I could see him more clearly now: the slender frame, the angelic blond curls, the posture so relaxed it could only belong to someone who’d suffered the worst humanity had to offer children and somehow decided he didn’t much care. When last we’d seen him, Fidick had claimed he was done with Aurorals and Infernals and wonderists like us. He was going to go off and find some nice family to adopt him. Apparently, he’d changed his mind.
‘Go on,’ he urged Eliva’ren, who was still holding tightly to her son. ‘Kill the other wonderists so that I can reshape Cade’s planar connection– that’s the only way you and your son can return to your own world.’
Eliva’ren’s face as she looked up at me over her son’s shoulder was filled with twisted, mangled expressions of incalculable gratitude and unfathomable misery. She had warned me all along that in the end she would bring forth the dooms of my friends and the far worse one awaiting me, and despite all my attempts to fight that destiny, here we were, back at that same fork in the road. The last time– was it truly only a few minutes ago that I’d sent my consciousness into the Pandoral’s insect forms to enter his realm?– I’d tried to convince her that the one part of my destiny she couldn’t perceive, the one unpredictable, redeeming element of chaos, had been her own influence over me.
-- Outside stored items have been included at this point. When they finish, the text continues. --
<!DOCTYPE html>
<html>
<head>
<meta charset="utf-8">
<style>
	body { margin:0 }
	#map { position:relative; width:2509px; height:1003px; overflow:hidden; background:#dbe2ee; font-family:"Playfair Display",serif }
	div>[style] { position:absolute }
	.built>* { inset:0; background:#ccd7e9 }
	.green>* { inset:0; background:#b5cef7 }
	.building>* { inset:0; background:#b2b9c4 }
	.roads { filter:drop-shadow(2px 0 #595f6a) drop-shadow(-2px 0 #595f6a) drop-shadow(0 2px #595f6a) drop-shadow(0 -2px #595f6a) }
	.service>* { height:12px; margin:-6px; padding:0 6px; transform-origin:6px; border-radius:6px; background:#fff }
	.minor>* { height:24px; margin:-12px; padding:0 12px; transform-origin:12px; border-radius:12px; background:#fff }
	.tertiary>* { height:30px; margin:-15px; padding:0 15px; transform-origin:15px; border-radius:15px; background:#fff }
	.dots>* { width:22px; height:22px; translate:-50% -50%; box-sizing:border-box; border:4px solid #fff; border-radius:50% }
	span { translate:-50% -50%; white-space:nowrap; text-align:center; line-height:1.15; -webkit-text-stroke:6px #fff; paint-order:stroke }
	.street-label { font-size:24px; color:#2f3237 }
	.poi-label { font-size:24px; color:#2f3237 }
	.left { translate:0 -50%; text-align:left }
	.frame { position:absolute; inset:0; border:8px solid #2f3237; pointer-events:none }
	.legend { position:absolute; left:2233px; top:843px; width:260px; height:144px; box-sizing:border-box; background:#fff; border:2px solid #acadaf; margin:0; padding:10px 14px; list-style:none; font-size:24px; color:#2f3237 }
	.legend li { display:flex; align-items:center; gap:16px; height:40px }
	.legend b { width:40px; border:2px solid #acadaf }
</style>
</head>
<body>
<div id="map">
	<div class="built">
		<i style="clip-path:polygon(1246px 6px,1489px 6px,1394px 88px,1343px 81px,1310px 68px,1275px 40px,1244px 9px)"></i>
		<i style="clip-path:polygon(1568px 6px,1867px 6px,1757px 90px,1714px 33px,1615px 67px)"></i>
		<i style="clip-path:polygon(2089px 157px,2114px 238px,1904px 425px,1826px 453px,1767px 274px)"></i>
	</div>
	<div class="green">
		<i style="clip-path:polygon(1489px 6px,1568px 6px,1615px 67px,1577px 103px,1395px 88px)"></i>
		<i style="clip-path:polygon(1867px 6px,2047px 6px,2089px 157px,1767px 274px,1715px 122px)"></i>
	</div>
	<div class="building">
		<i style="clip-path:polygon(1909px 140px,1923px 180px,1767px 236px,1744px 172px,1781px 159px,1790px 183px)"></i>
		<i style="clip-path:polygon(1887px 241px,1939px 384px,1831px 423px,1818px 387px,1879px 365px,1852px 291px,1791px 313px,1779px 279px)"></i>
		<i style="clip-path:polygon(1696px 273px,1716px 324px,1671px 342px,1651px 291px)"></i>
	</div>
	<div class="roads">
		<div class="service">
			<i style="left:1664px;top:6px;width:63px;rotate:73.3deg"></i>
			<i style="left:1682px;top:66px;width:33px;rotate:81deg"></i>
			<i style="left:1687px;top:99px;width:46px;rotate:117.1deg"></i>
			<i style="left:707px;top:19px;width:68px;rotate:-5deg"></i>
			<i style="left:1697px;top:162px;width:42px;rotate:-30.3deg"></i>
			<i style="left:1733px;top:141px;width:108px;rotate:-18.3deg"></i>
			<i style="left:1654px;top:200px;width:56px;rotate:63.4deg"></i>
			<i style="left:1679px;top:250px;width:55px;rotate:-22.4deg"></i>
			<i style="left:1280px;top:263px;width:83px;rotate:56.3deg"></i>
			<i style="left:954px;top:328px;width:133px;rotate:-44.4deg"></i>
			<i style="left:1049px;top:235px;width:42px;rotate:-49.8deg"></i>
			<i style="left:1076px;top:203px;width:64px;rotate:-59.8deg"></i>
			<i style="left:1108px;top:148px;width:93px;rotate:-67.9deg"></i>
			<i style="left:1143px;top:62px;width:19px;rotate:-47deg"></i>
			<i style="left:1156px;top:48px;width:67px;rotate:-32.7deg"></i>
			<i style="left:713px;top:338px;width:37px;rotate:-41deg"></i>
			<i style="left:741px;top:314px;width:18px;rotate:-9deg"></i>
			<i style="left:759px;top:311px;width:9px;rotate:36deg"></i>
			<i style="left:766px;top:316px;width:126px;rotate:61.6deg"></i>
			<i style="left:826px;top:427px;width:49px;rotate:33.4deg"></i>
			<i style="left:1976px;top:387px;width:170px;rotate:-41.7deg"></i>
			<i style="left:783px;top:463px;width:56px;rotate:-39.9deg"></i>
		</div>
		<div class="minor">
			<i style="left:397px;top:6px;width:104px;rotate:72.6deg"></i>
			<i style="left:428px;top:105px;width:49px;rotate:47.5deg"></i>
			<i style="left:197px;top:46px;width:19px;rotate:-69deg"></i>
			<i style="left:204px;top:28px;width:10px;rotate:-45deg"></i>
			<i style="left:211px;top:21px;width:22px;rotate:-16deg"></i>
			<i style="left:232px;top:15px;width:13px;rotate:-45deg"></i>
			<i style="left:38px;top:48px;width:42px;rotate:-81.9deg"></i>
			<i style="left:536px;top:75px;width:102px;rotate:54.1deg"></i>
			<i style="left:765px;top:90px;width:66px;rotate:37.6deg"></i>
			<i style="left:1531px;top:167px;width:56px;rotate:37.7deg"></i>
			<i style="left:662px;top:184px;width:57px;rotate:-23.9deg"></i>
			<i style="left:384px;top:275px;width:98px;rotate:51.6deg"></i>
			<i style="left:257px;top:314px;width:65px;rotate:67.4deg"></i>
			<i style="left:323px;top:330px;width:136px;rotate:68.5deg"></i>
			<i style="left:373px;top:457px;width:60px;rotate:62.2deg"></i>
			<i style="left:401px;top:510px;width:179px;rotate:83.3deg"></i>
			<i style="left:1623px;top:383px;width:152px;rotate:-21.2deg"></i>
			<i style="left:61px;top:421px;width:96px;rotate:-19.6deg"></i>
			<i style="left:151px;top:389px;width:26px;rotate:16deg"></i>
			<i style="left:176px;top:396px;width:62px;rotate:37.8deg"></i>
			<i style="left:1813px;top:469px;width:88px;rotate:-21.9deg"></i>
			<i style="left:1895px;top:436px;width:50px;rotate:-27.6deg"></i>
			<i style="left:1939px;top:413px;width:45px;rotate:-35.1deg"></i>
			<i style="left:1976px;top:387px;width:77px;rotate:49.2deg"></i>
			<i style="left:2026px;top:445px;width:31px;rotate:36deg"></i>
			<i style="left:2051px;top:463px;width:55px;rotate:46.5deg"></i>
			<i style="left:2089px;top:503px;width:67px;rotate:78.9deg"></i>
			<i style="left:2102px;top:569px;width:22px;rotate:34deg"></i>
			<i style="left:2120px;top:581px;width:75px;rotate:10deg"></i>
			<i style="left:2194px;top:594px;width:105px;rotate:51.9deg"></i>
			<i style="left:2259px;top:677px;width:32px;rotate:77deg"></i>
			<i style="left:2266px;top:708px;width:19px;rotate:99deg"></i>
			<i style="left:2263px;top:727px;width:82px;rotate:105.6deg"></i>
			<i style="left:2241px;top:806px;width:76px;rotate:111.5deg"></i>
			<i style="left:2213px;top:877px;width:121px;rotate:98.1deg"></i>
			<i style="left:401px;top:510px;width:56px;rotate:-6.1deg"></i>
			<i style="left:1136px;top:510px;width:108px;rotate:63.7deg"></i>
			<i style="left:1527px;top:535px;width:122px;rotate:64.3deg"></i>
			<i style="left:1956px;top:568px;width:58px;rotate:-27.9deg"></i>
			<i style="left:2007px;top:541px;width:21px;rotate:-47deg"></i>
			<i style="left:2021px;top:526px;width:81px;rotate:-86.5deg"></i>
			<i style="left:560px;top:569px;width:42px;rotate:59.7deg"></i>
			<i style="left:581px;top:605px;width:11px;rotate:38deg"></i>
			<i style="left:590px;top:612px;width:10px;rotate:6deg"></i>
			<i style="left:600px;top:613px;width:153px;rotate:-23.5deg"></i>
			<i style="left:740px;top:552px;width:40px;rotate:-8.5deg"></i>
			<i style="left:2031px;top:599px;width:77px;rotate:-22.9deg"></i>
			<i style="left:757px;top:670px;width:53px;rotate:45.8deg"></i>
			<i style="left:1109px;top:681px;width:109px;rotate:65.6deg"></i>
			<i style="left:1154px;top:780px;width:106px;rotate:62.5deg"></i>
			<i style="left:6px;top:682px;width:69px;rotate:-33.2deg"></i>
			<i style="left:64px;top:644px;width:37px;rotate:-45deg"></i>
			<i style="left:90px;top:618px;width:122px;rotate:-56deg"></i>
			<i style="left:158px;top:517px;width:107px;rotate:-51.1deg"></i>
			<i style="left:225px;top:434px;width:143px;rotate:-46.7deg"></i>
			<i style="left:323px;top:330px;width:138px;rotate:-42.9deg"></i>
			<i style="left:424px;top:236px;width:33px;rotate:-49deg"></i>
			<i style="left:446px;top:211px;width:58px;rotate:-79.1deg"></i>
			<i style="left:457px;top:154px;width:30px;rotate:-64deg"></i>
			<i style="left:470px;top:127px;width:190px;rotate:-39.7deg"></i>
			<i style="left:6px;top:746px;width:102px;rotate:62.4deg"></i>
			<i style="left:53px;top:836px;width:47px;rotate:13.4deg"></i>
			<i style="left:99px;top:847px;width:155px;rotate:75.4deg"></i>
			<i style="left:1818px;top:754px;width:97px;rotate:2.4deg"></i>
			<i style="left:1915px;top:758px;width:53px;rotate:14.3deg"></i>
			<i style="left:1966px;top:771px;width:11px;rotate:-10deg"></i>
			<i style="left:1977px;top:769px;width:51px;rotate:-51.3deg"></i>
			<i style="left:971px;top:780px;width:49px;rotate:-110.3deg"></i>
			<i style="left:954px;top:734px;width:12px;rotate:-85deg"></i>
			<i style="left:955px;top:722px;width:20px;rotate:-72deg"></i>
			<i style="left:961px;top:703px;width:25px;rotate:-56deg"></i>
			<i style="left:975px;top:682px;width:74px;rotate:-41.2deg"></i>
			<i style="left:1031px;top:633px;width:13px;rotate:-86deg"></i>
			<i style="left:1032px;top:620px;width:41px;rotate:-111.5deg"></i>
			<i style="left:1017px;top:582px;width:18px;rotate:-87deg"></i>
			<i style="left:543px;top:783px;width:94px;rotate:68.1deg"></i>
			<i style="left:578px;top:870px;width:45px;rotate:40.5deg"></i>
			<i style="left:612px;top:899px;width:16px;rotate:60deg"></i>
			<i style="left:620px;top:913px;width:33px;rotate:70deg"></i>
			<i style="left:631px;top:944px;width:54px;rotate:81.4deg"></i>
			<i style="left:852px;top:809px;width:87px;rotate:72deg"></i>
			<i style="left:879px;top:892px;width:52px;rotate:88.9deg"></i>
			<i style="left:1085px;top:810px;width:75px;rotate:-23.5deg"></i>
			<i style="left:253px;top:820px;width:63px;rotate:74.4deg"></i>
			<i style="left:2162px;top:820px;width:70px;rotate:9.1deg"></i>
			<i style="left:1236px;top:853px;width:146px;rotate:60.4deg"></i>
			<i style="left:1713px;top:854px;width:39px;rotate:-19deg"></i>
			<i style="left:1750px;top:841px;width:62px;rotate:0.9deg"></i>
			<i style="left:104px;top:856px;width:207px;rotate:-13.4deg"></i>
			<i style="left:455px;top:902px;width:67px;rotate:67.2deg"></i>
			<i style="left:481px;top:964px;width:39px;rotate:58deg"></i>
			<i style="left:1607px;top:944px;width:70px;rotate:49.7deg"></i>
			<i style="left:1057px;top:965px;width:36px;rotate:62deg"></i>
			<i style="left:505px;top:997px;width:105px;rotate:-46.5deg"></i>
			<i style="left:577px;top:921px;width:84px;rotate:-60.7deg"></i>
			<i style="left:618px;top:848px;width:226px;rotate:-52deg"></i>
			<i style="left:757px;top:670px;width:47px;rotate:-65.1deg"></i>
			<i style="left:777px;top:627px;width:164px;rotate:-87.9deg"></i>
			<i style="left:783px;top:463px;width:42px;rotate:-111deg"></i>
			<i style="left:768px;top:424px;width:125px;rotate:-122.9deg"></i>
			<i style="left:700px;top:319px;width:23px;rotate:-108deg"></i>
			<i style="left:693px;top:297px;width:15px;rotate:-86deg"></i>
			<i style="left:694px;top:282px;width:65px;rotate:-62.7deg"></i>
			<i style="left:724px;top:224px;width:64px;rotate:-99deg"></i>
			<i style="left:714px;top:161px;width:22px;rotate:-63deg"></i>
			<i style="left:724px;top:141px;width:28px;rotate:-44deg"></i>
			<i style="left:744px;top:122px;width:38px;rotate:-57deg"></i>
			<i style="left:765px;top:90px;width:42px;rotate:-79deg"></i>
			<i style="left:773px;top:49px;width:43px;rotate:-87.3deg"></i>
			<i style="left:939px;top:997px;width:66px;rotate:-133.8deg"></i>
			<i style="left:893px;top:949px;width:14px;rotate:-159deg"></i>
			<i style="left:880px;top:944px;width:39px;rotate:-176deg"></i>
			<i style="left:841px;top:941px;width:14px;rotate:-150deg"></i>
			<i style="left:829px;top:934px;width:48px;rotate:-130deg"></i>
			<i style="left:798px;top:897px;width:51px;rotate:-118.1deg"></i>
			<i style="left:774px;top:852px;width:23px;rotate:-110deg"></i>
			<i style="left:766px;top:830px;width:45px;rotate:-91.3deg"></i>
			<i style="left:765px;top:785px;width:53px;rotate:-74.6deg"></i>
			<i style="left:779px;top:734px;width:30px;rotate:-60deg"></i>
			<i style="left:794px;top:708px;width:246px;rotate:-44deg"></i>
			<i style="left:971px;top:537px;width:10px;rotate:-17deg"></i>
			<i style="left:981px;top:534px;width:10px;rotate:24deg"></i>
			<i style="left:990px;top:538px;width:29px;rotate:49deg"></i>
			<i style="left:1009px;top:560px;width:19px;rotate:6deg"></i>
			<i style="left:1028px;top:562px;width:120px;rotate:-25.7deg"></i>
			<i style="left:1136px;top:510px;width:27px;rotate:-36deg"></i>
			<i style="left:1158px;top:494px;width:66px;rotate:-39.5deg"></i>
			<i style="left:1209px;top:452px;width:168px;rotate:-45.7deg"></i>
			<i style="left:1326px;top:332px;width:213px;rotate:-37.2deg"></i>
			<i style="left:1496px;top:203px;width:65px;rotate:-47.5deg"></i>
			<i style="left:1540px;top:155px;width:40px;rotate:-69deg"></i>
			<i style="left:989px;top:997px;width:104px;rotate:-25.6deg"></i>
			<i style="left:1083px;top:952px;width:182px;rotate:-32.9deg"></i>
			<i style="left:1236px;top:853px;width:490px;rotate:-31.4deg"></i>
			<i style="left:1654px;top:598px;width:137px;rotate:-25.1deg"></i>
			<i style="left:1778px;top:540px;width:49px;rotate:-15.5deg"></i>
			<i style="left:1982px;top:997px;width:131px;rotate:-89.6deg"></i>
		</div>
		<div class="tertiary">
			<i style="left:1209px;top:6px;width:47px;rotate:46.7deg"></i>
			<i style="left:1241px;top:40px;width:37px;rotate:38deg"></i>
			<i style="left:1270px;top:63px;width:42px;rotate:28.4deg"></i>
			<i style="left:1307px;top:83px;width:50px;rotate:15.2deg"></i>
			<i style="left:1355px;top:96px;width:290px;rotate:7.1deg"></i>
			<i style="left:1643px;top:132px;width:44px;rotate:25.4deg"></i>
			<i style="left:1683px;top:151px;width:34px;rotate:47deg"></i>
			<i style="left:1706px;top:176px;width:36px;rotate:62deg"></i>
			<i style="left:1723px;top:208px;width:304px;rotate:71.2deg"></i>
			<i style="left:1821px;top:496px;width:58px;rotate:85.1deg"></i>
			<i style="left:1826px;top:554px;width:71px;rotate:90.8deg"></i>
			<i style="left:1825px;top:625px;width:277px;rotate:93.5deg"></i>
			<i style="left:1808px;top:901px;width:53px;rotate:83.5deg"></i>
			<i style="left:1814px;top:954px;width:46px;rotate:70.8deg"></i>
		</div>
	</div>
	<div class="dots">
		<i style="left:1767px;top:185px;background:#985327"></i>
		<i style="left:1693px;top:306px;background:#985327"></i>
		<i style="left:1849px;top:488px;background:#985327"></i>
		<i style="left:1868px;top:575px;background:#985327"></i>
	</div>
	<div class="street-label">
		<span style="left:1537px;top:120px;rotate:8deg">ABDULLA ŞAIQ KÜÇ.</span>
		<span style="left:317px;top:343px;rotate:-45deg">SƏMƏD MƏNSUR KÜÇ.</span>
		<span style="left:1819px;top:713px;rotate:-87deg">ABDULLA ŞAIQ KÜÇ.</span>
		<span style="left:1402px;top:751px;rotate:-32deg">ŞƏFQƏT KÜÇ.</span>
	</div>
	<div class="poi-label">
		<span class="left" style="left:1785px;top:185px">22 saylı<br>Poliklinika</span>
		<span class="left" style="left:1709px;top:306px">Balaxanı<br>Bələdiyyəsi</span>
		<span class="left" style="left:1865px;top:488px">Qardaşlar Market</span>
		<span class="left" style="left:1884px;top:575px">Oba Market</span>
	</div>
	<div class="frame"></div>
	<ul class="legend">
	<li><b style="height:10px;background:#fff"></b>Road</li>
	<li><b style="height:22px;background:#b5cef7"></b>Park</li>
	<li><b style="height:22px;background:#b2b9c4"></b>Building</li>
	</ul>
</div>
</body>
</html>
Turned out, I was wrong. Nothing, not even Eliva’ren herself, could make her change the course she’d set for herself nine years ago in that Glorian prison when her child had been born into an entirely different plane of reality. But of course, as the remnants of the Pandoral being had warned me before I’d fled his collapsing realm, order is only temporary, and chaos has a habit of showing up when you least expect it.
‘Mamma?’ said the boy.
It was a small thing to say– the kind of appeal a mother hears thousands of times a day from her child. Only, this was the very first time Eliva’ren had heard her son’s plea.
Talk about a potent magic spell.
‘It’s the only way,’ she tried to explain to him. ‘This is how we get home. You have. . . you have grandparents and aunts, and an uncle who’s so funny he can make you laugh in the middle of a toothache. You have a people waiting for you, and a culture. A future. A destiny.’